But, you say, a dead man experiences corruption, and becomes dust and ashes. And what then, beloved hearers? For this very reason we ought to rejoice. For when a man is about to rebuild an old and tottering house, he first sends out its occupants, then tears it down, and rebuilds anew a more splendid one. This occasions no grief to the occupants, but rather joy; for they do not think of the demolition which they see, but of the house which is to come, tho not yet seen. When God is about to do a similar work, he destroys our body, and removes the soul which was dwelling in it as from some house, that he may build it anew and more splendidly, and again bring the soul into it with greater glory. Let us not, therefore, regard the tearing down, but the splendor which is to succeed.
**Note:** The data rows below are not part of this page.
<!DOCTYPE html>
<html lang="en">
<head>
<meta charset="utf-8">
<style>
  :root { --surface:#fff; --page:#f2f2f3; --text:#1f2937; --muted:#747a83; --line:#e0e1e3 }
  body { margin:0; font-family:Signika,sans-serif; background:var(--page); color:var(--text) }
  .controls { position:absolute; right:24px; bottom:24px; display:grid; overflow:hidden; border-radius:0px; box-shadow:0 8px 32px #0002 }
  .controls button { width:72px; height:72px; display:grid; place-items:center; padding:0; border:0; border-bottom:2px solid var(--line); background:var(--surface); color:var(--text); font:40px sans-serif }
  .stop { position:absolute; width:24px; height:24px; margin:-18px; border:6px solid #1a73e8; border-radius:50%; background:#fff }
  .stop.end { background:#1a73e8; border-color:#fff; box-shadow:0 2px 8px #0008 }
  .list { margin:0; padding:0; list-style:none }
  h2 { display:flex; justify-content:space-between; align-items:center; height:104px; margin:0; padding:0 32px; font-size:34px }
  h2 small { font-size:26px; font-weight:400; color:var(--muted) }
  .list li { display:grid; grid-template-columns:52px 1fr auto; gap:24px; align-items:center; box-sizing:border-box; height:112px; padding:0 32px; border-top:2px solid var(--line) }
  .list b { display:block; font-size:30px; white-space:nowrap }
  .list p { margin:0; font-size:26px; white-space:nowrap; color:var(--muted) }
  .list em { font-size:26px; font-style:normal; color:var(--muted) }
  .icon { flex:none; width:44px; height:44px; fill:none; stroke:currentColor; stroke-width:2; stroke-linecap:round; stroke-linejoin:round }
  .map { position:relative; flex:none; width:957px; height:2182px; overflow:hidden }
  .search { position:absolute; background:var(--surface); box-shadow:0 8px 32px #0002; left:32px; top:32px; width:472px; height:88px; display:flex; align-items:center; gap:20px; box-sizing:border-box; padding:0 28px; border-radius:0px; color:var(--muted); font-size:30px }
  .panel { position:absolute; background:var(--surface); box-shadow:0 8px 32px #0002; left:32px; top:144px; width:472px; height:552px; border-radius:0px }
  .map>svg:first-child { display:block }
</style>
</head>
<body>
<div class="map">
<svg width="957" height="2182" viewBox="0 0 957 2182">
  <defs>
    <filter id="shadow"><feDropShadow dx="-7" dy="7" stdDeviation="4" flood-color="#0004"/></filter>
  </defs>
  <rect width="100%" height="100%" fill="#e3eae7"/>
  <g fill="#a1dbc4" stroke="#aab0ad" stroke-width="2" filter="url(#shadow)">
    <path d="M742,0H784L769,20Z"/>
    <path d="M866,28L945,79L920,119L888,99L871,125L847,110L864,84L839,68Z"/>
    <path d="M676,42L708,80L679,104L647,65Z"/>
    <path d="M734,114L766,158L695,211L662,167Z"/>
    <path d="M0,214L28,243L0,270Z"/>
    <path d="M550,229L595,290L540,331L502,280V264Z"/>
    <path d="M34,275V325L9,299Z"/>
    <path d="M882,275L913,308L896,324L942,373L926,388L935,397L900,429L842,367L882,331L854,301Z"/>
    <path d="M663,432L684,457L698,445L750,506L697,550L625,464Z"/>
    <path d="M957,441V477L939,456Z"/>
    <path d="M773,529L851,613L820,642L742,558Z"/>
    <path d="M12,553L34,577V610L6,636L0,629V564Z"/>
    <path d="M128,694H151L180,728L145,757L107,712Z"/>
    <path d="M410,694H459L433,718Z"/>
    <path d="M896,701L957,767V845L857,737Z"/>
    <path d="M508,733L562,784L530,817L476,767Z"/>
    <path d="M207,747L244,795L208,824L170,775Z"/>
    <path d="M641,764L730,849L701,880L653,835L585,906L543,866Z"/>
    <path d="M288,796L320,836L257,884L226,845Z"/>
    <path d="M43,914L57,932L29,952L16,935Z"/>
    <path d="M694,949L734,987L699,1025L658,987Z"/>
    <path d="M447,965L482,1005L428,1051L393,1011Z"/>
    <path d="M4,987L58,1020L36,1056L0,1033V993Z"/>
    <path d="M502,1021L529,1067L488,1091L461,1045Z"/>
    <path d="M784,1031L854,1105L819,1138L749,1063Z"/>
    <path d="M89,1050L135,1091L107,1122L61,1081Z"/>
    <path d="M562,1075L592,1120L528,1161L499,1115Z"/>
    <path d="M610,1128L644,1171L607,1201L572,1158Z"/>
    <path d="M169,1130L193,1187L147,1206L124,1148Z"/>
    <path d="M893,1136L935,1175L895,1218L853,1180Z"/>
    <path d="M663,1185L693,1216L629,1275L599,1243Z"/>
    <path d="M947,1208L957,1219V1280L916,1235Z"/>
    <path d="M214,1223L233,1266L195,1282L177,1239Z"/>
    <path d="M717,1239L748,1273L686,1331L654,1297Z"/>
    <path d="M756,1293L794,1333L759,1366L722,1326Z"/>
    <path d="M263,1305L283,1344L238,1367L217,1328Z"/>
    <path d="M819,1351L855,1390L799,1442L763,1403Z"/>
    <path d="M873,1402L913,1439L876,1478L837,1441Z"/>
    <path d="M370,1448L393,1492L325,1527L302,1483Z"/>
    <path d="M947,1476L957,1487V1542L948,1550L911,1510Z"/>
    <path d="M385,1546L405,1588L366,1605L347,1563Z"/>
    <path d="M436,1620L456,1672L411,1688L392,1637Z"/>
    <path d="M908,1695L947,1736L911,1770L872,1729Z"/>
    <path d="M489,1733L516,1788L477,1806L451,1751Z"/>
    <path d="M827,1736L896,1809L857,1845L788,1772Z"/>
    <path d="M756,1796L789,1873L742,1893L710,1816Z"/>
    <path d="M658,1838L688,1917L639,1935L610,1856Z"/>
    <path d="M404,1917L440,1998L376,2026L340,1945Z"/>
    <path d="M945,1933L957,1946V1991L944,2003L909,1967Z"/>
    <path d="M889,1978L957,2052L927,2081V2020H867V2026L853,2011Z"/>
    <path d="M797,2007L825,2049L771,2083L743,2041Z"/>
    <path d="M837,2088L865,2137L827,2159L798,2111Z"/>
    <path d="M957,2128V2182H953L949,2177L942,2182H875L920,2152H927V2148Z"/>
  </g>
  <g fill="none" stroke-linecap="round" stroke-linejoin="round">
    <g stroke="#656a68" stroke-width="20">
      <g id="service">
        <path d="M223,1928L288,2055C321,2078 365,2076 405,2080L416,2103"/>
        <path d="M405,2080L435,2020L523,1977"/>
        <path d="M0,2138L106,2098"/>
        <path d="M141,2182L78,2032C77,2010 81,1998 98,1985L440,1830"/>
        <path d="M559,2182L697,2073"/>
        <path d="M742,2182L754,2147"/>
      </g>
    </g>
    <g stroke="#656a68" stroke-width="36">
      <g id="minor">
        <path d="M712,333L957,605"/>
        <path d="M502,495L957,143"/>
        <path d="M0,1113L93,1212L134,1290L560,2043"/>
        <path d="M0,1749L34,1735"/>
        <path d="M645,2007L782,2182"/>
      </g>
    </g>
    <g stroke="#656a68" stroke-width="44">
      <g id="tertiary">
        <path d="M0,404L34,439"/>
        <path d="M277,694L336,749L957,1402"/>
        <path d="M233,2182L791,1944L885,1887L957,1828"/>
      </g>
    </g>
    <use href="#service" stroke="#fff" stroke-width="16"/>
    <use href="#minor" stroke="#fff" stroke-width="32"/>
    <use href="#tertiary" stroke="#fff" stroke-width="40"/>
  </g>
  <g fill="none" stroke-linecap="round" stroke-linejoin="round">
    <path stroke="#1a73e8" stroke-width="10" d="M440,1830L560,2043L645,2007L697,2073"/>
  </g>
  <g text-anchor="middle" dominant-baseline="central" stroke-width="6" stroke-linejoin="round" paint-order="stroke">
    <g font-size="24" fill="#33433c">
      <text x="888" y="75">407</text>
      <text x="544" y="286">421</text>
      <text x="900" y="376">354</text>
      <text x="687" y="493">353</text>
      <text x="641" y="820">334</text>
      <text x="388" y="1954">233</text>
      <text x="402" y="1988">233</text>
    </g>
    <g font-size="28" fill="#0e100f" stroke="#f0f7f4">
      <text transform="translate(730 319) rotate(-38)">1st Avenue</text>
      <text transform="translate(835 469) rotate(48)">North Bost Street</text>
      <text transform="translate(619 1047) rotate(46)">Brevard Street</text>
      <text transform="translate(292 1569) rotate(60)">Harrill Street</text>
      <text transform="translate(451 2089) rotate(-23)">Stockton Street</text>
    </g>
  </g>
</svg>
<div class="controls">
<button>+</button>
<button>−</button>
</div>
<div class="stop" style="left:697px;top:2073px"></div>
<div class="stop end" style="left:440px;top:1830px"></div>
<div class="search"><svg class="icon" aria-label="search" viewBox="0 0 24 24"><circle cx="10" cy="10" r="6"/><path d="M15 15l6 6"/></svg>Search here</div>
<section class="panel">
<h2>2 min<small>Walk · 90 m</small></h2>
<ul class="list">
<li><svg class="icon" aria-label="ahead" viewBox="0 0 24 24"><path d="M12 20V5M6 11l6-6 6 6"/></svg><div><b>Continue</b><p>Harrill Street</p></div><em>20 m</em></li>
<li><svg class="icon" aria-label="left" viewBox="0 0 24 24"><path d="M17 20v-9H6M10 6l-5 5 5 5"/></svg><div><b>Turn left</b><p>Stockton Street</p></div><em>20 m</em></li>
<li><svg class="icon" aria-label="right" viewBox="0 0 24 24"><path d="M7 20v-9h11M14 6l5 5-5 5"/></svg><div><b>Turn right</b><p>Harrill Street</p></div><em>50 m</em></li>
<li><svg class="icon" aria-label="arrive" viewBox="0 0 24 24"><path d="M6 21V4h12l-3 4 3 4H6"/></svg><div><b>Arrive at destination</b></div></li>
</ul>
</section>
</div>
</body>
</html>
If, again, a man has a statue decayed by rust and age, and mutilated in many of its parts, he breaks it up and casts it into a furnace, and after the melting he receives it again in a more beautiful form. As then the dissolving in the furnace was not a destruction but a renewing of the statue, so the death of our bodies is not a destruction but a renovation. When, therefore, you see as in a furnace our flesh flowing away to corruption, dwell not on that sight, but wait for the recasting. And be not satisfied with the extent of this illustration, but advance in your thoughts to a still higher point; for the statuary, casting into the furnace a brazen image, does not furnish you in its place a golden and undecaying statue, but again makes a brazen one. God does not thus; but casting in a mortal body formed of clay, he returns to you a golden and immortal statue; for the earth, receiving a corruptible and decaying body gives back the same, incorruptible and undecaying. Look not, therefore, on the corpse, lying with closed eyes and speechless lips, but on the man that is risen, that has received glory unspeakable and amazing, and direct your thoughts from the present sight to the future hope.
Chrysostom, The World’s Great Sermons: Basil to Calvin, 1908, 1, 28–30.